In both cases, the judicial system is being used to achieve a political outcome. Human rights are being instrumentalised in the name of ecologism while international law (the law of the United Nations) is being used to establish top-down worldwide control of energy.
These two developments have occurred more or less at the same time as the International Criminal Court issued its ridiculous arrest warrant for the Russian president and Donald Trump was arraigned in a New York courtroom, the first ever criminal indictment of a former US president. George Soros’ long arm was behind both developments : the election campaign of Alvin Bragg, the New York district attorney who has put Donald Trump into the dock, was financed by a Soros-financed lobby group (there is a huge number of such “progressive” attorneys now in power in the US), while the ICC Prosecutor, Karim Khan, is a life member of the International Bar Association and its Human Rights Institute, which is also financed by the Open Society Foundation (as well as by many of the other usual suspects including the Sigrid Rausing Trust). These men are the Andrei Vyshinsky of our times. Similarly, the European Court of Human Rights has numerous judges who worked for Soros-financed NGOs and many of them even hear cases brought by their former employers, in flagrant violation of the most basic rules against conflicts of interest.
The attempt to impose climate policies through the courts is a very serious abuse of both the democratic and the judicial processes. First, the judicial : human rights law has already become very seriously degraded in recent decades. Whereas the original idea behind human rights was that certain core elements of human dignity should be protected from abuse by overweening state power, now – as this latest case shows with terrible clarity – they are being used to make demands for more state power over people’s everyday lives (how much energy they should consume, and what kind of energy).

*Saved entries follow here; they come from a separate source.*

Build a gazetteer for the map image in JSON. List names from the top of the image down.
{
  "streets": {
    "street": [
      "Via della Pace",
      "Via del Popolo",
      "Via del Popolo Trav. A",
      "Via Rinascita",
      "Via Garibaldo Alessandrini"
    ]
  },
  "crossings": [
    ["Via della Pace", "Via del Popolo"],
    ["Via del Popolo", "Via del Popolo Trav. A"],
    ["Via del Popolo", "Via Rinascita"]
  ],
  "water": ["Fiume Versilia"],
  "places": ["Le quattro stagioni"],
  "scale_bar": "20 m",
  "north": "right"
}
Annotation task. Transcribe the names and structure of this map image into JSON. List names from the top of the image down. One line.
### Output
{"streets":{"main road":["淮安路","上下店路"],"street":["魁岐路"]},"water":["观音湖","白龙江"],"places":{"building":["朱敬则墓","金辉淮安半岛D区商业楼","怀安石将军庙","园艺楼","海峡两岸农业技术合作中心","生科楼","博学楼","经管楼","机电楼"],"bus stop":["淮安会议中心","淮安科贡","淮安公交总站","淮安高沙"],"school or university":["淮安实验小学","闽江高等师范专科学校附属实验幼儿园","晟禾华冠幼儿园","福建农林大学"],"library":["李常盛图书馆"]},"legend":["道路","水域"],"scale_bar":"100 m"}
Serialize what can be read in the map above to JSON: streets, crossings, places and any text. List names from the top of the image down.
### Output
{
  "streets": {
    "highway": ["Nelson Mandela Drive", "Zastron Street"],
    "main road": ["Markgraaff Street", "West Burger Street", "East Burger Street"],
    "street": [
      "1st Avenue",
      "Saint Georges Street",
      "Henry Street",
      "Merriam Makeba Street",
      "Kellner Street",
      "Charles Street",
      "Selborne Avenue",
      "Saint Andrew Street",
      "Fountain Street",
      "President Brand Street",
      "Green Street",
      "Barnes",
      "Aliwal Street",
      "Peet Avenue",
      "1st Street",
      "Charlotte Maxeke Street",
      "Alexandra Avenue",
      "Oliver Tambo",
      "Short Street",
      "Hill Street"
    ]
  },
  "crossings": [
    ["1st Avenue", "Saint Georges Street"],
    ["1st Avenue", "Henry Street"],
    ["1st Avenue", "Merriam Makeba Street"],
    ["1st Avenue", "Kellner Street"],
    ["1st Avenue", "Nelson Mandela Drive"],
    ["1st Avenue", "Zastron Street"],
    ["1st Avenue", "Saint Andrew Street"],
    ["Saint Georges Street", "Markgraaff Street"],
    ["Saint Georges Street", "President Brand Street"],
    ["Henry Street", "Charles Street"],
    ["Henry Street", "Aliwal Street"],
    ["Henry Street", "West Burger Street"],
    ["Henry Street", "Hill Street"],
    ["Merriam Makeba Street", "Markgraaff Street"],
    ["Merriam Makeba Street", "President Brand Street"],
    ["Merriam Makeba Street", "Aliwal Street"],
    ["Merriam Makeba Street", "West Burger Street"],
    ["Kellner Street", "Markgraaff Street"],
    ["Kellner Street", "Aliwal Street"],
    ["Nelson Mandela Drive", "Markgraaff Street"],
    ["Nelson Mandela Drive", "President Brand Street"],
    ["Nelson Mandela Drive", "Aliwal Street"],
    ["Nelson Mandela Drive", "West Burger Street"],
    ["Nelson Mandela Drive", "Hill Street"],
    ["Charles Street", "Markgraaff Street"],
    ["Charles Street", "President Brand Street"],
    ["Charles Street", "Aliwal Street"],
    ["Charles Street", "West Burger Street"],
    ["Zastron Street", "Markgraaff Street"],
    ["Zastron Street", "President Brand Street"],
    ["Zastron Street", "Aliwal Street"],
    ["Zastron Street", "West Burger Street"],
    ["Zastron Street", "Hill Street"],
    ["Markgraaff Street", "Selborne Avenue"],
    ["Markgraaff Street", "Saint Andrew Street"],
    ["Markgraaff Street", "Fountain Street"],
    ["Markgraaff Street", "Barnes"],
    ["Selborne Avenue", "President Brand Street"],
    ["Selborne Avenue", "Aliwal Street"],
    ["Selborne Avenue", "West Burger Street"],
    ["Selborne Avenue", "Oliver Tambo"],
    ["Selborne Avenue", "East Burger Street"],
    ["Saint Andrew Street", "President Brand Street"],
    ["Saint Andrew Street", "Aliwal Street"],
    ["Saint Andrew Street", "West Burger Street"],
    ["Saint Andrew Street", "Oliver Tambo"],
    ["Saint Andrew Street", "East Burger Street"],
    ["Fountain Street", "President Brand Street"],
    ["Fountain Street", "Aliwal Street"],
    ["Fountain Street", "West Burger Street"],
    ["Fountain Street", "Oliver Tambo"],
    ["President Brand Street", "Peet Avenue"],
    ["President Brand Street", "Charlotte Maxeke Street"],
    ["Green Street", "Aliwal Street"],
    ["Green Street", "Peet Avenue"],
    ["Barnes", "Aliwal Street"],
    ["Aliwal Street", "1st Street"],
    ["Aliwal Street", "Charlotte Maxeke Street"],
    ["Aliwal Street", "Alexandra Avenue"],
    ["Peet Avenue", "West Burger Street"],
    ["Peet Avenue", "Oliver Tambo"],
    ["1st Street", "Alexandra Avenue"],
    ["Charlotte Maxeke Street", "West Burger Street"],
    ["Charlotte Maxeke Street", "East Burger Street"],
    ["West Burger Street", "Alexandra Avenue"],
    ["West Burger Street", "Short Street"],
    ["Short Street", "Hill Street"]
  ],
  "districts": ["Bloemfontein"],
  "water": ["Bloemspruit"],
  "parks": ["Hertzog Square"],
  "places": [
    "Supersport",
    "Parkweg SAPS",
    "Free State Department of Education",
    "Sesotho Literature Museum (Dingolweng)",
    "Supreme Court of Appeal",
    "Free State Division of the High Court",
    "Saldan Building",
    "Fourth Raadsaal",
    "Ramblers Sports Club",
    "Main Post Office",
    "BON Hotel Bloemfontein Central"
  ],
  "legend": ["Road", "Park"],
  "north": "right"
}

Human rights law has therefore passed from the “negative freedom” defined by Isaiah Berlin – individuals should be allowed to live their lives without excessive interference from the state – to the collectivist and soon totalitarian “positive freedom” – my freedom is part of a larger rationalist social plan for the whole of humanity. Demands that the state refrain from acting have become demands that the state act. We have seen this for years in the demands for ever more exaggerated LGBT rights ; now it is extending into climate and energy policy.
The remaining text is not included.